DATA FOR THE TASK —
Start of Block
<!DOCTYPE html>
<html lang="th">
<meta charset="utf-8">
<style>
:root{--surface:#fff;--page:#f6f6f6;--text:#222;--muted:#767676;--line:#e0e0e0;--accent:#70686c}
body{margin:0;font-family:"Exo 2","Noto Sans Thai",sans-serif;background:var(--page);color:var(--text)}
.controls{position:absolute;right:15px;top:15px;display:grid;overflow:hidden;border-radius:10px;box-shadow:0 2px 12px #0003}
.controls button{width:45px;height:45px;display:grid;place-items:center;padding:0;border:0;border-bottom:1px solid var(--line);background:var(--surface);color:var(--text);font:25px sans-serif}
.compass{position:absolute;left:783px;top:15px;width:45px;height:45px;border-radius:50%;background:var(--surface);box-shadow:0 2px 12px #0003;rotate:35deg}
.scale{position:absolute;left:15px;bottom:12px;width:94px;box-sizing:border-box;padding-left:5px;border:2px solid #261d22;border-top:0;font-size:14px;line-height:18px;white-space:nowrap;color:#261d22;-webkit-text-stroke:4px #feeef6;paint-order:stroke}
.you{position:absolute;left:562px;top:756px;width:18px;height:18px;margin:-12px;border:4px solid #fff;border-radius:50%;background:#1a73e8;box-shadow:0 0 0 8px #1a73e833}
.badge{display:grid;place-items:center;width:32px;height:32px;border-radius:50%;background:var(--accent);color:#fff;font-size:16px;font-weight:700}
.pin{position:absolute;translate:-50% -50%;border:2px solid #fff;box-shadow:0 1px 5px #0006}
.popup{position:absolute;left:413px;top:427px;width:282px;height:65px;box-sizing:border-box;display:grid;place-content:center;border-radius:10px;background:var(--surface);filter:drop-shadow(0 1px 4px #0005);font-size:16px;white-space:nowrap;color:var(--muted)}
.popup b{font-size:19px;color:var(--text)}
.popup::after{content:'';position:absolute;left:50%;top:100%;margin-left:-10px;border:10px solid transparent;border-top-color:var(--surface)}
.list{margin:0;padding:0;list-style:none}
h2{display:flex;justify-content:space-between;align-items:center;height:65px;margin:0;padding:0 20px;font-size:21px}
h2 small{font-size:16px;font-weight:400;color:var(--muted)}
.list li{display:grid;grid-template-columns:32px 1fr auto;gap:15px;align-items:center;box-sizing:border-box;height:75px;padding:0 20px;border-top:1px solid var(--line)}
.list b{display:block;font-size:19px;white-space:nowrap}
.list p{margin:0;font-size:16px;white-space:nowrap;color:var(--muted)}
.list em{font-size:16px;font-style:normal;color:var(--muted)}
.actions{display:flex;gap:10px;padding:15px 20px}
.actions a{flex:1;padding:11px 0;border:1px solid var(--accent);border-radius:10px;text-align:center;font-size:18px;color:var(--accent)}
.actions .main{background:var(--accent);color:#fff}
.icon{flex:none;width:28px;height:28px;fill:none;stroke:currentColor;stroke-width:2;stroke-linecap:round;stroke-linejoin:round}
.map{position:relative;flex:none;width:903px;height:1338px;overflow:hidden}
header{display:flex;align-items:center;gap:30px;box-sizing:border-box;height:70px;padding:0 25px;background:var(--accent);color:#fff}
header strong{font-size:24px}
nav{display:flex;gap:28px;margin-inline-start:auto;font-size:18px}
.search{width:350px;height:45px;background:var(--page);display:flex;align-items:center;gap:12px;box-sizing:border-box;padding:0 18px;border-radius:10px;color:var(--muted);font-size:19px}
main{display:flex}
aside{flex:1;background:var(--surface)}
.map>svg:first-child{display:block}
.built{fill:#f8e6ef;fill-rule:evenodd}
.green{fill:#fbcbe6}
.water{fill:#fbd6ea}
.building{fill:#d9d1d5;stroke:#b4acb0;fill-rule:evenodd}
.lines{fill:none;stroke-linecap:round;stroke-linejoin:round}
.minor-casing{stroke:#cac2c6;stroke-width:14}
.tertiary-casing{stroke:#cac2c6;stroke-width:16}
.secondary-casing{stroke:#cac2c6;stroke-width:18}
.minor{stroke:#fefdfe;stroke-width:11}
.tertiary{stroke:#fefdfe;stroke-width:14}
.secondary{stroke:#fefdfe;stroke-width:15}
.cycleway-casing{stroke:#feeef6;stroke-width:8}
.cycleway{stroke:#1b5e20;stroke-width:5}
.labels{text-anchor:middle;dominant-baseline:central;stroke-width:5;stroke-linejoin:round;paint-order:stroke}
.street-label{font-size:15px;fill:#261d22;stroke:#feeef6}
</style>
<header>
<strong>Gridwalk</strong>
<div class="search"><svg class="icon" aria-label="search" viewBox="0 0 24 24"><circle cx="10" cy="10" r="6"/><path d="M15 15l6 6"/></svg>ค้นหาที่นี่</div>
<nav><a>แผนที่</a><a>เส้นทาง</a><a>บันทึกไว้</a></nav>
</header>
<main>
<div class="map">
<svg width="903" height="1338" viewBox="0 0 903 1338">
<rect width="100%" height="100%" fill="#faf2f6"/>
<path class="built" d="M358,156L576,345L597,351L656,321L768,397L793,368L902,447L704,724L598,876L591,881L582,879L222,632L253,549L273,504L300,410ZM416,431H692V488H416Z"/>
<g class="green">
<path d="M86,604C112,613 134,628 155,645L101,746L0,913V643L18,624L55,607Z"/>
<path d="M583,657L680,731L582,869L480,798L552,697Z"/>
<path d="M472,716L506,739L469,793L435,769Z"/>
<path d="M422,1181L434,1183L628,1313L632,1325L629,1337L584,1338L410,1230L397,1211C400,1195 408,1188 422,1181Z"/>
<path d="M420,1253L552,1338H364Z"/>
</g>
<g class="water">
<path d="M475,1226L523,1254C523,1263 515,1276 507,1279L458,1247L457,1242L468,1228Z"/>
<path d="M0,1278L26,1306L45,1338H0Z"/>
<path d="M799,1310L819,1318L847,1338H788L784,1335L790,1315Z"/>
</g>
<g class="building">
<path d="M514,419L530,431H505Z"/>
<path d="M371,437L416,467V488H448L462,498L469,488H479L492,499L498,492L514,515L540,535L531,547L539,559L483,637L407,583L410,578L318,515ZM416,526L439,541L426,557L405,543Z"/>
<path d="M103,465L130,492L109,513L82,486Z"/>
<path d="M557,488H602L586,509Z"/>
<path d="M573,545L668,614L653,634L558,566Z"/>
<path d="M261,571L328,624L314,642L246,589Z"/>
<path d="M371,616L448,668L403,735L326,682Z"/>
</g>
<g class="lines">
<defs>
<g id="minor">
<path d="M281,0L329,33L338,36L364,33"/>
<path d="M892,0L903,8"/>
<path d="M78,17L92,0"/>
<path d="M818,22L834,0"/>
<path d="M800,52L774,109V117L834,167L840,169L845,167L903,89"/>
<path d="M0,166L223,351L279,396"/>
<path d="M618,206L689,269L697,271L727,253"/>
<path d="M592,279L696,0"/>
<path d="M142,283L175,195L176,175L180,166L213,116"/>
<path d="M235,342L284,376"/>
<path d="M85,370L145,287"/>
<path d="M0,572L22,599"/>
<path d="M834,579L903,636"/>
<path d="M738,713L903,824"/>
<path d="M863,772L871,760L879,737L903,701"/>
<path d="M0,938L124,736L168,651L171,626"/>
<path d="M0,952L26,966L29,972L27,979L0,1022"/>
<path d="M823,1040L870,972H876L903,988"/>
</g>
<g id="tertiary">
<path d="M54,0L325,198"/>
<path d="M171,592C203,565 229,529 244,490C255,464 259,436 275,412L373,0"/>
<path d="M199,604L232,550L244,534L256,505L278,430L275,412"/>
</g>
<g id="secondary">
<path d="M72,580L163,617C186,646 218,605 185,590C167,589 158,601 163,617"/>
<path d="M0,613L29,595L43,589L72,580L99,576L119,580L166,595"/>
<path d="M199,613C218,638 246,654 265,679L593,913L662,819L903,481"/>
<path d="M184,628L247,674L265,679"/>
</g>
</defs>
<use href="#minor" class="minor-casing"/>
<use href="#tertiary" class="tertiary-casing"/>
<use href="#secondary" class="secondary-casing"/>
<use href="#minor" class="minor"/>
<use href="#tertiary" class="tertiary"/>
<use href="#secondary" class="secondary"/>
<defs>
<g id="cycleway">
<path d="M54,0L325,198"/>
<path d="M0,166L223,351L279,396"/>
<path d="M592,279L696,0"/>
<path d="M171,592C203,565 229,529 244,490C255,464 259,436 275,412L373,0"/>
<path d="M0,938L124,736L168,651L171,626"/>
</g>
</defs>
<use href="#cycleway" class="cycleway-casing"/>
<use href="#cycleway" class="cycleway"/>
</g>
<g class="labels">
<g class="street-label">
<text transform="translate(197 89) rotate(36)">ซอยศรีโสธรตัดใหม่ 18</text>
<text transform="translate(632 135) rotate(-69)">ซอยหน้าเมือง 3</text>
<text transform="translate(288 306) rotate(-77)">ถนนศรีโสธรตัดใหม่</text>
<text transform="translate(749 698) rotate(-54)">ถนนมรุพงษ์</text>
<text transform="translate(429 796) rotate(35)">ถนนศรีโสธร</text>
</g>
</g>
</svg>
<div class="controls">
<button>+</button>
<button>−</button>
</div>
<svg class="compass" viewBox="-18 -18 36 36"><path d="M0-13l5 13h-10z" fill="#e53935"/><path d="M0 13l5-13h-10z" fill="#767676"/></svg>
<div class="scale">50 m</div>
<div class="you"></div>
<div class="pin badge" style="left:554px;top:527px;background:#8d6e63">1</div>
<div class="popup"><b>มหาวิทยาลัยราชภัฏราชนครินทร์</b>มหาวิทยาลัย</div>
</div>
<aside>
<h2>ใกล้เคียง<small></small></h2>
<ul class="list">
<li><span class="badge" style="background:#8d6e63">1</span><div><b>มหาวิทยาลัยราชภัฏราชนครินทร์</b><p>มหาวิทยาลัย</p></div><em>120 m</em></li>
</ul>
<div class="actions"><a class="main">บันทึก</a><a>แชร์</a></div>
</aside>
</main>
End of Block
TASK DIRECTIONS —
Find how many lines in the entries above have the string "list" and report only that number.

ANSWER SECTION —
6